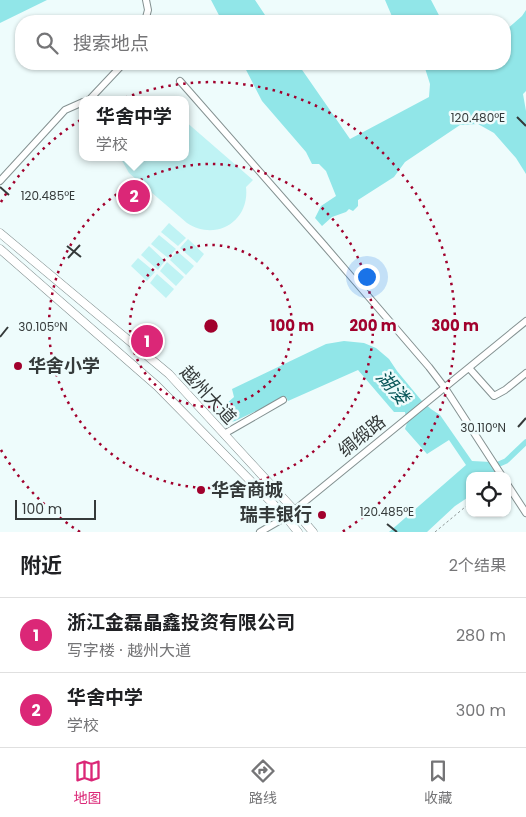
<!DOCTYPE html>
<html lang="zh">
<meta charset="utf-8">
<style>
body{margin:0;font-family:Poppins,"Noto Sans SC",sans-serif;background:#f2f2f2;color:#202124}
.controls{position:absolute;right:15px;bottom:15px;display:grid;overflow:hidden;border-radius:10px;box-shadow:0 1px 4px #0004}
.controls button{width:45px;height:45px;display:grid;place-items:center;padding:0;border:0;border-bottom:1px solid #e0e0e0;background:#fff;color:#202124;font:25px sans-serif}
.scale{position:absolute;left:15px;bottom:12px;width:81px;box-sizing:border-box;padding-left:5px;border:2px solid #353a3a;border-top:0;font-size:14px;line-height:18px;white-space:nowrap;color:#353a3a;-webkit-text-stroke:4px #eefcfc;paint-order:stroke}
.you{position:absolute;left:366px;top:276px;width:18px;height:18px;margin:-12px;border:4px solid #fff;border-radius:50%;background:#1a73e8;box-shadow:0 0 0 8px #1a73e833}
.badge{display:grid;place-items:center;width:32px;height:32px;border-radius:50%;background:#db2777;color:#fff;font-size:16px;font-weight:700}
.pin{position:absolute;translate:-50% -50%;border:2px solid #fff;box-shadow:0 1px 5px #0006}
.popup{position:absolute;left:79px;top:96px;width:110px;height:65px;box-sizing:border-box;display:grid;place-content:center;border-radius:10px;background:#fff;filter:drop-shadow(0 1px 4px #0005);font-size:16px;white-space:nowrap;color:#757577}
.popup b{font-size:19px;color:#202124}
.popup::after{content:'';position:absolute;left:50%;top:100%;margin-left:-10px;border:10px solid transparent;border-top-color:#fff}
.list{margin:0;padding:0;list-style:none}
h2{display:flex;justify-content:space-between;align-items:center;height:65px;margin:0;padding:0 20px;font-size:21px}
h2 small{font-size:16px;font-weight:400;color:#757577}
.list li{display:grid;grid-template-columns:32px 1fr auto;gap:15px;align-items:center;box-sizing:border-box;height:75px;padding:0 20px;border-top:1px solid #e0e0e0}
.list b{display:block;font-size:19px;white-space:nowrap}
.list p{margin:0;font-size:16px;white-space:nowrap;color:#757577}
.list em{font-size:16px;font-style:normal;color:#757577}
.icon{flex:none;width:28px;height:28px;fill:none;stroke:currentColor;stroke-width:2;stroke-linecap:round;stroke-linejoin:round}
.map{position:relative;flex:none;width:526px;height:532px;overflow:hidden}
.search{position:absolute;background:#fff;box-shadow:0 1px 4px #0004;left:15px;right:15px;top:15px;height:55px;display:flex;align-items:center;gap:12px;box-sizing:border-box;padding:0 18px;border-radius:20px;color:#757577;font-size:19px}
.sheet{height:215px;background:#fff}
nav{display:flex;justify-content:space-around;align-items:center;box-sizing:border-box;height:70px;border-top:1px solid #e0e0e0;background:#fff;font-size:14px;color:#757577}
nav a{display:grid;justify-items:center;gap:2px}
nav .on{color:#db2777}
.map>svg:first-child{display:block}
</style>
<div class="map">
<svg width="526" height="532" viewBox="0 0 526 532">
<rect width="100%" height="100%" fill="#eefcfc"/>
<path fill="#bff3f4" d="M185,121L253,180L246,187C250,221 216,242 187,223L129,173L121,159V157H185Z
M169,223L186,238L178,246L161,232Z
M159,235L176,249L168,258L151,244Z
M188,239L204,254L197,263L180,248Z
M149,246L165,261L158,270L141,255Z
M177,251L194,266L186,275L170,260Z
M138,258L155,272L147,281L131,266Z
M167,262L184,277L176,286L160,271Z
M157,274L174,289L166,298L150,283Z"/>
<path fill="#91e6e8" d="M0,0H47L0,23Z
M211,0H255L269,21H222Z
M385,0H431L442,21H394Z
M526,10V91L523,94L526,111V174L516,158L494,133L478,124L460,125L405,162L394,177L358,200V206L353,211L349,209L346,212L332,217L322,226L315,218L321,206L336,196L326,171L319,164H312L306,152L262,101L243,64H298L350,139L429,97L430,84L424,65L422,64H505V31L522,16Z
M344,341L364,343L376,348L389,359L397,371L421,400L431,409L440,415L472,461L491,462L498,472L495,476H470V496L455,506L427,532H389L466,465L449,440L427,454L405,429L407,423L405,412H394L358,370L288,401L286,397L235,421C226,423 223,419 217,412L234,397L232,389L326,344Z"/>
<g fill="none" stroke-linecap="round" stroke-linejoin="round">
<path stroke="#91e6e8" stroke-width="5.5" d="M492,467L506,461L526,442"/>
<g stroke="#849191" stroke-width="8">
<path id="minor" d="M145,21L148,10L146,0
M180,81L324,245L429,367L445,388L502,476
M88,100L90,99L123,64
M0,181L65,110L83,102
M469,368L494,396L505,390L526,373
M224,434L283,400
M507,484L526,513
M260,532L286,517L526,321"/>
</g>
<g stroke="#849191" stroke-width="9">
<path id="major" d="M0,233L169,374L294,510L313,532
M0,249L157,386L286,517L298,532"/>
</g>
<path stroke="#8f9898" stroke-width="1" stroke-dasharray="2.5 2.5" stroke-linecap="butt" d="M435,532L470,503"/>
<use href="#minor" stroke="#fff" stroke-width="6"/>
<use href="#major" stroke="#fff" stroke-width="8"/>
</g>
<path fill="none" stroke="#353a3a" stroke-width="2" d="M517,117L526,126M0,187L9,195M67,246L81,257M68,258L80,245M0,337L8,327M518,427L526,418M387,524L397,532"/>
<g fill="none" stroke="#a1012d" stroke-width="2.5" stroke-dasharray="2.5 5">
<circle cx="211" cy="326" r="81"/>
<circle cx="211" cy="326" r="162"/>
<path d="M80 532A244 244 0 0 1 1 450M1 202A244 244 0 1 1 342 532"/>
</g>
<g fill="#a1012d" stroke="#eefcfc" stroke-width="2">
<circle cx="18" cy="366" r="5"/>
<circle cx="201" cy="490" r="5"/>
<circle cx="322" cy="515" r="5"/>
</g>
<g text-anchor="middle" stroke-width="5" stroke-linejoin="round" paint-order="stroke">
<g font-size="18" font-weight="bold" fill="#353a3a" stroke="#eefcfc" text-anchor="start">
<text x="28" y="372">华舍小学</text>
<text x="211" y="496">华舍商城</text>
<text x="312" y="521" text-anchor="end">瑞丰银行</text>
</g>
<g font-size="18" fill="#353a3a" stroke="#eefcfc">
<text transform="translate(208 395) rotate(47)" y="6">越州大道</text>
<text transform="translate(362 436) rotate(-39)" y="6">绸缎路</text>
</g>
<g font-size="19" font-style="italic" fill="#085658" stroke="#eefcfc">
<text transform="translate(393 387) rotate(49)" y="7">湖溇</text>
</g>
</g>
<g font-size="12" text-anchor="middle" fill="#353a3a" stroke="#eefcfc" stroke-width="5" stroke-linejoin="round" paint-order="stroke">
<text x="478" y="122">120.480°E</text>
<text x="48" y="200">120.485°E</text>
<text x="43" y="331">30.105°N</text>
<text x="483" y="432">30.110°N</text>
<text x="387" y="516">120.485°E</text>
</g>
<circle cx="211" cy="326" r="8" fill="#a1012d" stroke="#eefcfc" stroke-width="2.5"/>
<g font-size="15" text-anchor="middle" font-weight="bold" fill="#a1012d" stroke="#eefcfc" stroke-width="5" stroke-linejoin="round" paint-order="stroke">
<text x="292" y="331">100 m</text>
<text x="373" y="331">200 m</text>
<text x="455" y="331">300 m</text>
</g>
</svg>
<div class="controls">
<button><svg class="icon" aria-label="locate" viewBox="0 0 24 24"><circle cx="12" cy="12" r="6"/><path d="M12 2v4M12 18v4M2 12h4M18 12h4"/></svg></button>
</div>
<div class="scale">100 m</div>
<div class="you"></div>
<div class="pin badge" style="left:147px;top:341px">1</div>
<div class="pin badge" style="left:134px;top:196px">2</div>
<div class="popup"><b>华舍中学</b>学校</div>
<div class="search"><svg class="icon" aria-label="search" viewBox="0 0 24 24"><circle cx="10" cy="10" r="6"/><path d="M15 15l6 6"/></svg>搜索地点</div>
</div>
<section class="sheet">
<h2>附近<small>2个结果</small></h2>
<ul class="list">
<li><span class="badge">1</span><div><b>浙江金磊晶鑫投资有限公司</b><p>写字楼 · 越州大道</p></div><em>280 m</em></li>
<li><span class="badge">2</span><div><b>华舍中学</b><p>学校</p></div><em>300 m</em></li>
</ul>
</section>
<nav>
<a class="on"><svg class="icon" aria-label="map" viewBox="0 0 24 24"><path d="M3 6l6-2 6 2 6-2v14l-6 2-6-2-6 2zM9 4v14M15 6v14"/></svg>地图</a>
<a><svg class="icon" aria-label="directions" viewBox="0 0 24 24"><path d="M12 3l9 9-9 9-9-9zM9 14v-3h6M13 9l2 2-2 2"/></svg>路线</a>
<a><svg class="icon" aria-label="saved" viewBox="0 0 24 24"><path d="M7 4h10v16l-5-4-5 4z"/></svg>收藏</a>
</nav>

---

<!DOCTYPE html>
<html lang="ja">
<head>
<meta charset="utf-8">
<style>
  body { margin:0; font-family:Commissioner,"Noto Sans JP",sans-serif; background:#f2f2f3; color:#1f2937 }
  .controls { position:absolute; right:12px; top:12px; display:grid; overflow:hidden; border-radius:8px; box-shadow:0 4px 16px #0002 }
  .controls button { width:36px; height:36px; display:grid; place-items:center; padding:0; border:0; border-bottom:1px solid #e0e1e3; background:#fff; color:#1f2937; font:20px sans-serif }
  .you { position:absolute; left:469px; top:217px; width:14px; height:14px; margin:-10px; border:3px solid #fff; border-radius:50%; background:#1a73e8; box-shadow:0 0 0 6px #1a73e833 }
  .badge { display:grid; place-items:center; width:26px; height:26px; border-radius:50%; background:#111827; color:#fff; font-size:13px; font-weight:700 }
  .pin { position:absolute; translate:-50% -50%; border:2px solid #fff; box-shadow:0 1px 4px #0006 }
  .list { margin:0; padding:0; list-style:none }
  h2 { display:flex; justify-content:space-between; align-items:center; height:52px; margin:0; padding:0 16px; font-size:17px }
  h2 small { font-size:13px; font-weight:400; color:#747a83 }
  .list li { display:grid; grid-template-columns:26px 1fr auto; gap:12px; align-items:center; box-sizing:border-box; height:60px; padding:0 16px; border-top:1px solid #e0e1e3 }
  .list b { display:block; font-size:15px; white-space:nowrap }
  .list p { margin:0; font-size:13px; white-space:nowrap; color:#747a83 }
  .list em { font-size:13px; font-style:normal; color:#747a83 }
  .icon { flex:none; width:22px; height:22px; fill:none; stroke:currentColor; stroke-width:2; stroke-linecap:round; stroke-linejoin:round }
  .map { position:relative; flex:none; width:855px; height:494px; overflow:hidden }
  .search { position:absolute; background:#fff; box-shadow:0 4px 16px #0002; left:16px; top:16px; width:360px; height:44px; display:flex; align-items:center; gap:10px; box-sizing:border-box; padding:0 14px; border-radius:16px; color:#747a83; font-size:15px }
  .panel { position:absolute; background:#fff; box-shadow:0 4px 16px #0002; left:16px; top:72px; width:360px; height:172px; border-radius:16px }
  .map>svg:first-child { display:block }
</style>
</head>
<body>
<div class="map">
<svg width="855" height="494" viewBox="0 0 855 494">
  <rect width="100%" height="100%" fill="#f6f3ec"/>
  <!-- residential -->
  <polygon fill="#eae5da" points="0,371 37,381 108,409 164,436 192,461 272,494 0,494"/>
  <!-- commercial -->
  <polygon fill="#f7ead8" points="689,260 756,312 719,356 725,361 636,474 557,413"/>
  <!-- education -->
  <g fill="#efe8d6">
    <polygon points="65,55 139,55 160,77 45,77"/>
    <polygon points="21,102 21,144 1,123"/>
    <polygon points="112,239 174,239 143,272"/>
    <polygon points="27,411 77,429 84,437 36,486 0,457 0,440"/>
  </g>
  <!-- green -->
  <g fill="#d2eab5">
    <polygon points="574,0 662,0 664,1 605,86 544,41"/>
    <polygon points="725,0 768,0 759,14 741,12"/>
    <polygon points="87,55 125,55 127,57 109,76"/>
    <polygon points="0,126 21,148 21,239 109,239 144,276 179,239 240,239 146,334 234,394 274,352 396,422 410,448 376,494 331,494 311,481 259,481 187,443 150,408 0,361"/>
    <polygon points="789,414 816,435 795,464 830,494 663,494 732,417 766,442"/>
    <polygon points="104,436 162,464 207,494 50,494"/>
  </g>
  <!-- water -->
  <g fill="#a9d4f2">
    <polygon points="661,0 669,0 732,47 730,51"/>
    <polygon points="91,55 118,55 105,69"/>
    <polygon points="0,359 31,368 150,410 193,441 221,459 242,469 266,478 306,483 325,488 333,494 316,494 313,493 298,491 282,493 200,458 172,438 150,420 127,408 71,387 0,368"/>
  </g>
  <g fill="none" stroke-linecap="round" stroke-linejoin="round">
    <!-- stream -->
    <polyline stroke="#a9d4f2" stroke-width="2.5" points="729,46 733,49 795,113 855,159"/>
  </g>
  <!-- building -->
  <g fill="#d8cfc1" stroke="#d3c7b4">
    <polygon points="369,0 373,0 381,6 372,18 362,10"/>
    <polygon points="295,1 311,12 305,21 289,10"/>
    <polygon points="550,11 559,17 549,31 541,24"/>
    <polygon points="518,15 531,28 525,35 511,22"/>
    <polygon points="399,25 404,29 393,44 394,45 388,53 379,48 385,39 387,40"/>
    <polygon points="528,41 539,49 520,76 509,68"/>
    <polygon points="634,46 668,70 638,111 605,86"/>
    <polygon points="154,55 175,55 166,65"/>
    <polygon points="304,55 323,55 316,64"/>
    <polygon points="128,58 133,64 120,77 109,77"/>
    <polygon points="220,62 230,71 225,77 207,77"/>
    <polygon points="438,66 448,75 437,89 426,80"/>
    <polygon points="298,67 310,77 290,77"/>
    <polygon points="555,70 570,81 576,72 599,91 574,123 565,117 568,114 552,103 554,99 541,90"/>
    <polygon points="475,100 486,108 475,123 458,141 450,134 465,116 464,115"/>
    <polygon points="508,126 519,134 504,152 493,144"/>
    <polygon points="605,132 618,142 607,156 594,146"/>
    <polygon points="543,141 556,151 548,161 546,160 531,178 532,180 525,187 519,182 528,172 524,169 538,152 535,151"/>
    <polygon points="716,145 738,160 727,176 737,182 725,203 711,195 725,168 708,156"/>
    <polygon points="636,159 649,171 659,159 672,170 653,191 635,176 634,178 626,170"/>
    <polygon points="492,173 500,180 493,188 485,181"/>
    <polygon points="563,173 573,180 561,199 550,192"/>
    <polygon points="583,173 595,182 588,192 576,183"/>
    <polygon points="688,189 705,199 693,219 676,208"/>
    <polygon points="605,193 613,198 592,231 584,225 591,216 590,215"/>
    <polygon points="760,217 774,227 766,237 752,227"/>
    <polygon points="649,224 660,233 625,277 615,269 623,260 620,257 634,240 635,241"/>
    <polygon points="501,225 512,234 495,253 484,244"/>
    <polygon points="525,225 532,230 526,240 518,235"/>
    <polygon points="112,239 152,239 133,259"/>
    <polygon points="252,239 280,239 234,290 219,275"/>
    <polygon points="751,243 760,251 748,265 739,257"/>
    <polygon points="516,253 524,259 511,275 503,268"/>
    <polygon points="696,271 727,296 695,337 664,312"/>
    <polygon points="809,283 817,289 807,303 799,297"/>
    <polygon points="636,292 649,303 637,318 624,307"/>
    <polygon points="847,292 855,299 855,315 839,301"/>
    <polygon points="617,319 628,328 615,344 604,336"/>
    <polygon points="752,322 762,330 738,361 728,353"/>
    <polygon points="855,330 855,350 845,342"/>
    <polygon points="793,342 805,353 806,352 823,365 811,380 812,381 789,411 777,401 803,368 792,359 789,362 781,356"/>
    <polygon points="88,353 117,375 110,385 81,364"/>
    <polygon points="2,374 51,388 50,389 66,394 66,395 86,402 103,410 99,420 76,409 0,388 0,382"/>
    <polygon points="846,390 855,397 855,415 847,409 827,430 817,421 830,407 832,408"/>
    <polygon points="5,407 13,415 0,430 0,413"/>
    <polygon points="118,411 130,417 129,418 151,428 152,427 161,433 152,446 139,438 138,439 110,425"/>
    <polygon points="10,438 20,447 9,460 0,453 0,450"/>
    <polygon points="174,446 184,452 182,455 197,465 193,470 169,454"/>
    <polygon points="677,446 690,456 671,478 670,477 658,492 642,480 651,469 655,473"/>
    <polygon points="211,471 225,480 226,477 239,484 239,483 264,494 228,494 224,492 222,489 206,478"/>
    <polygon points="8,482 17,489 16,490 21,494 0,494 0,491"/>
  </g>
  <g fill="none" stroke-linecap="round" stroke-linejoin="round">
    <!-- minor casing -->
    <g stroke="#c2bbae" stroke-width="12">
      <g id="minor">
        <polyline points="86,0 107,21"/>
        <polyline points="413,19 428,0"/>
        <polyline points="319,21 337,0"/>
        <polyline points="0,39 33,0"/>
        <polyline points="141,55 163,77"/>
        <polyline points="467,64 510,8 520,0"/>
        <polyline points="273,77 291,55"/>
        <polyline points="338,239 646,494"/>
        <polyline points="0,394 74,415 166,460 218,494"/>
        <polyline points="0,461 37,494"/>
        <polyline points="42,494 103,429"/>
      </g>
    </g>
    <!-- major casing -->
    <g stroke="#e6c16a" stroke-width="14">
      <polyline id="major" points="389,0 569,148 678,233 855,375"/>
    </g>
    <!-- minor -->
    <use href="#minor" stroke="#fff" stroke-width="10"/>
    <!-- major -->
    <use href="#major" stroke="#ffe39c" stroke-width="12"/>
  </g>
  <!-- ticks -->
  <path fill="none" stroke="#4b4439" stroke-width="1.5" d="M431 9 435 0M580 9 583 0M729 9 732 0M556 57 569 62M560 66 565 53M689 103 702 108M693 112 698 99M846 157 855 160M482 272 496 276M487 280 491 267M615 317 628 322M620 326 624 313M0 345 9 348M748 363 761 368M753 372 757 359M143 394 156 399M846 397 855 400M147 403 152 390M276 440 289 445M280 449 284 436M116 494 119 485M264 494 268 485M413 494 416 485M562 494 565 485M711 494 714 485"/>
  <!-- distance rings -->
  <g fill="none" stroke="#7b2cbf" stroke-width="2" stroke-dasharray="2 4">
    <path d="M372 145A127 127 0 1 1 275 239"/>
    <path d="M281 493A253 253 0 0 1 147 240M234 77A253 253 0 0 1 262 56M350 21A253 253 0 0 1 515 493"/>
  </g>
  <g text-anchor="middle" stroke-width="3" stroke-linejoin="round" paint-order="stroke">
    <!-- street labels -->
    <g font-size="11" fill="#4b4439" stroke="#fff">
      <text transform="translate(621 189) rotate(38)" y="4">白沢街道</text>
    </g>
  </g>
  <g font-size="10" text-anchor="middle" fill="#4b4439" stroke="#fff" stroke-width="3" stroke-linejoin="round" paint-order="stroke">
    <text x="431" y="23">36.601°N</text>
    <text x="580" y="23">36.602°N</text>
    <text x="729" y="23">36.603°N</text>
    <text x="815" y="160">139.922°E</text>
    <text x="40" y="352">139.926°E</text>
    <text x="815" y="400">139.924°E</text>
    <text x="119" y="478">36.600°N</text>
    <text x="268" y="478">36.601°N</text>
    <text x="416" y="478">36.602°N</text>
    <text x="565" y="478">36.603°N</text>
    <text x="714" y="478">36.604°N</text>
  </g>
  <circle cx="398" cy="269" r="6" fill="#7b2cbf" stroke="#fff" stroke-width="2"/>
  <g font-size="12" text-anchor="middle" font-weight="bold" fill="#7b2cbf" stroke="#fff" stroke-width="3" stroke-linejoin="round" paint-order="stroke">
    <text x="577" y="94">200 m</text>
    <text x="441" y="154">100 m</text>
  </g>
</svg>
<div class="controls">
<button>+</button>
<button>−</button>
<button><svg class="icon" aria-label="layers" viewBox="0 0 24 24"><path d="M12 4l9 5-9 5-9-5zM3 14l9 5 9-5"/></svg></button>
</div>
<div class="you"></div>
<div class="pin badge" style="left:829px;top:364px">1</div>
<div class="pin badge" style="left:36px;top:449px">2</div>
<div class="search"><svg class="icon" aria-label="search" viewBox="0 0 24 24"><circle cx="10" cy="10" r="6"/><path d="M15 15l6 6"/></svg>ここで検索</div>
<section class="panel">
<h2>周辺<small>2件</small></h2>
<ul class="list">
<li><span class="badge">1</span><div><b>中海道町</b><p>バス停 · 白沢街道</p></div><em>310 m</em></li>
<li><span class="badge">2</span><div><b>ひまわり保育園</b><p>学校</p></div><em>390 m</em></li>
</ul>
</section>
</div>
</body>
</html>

◆ **Task directions**: Return each line from the entries above that includes "nowrap".

◆ **Reply to the exercise**:
.scale{position:absolute;left:15px;bottom:12px;width:81px;box-sizing:border-box;padding-left:5px;border:2px solid #353a3a;border-top:0;font-size:14px;line-height:18px;white-space:nowrap;color:#353a3a;-webkit-text-stroke:4px #eefcfc;paint-order:stroke}
.popup{position:absolute;left:79px;top:96px;width:110px;height:65px;box-sizing:border-box;display:grid;place-content:center;border-radius:10px;background:#fff;filter:drop-shadow(0 1px 4px #0005);font-size:16px;white-space:nowrap;color:#757577}
.list b{display:block;font-size:19px;white-space:nowrap}
.list p{margin:0;font-size:16px;white-space:nowrap;color:#757577}
  .list b { display:block; font-size:15px; white-space:nowrap }
  .list p { margin:0; font-size:13px; white-space:nowrap; color:#747a83 }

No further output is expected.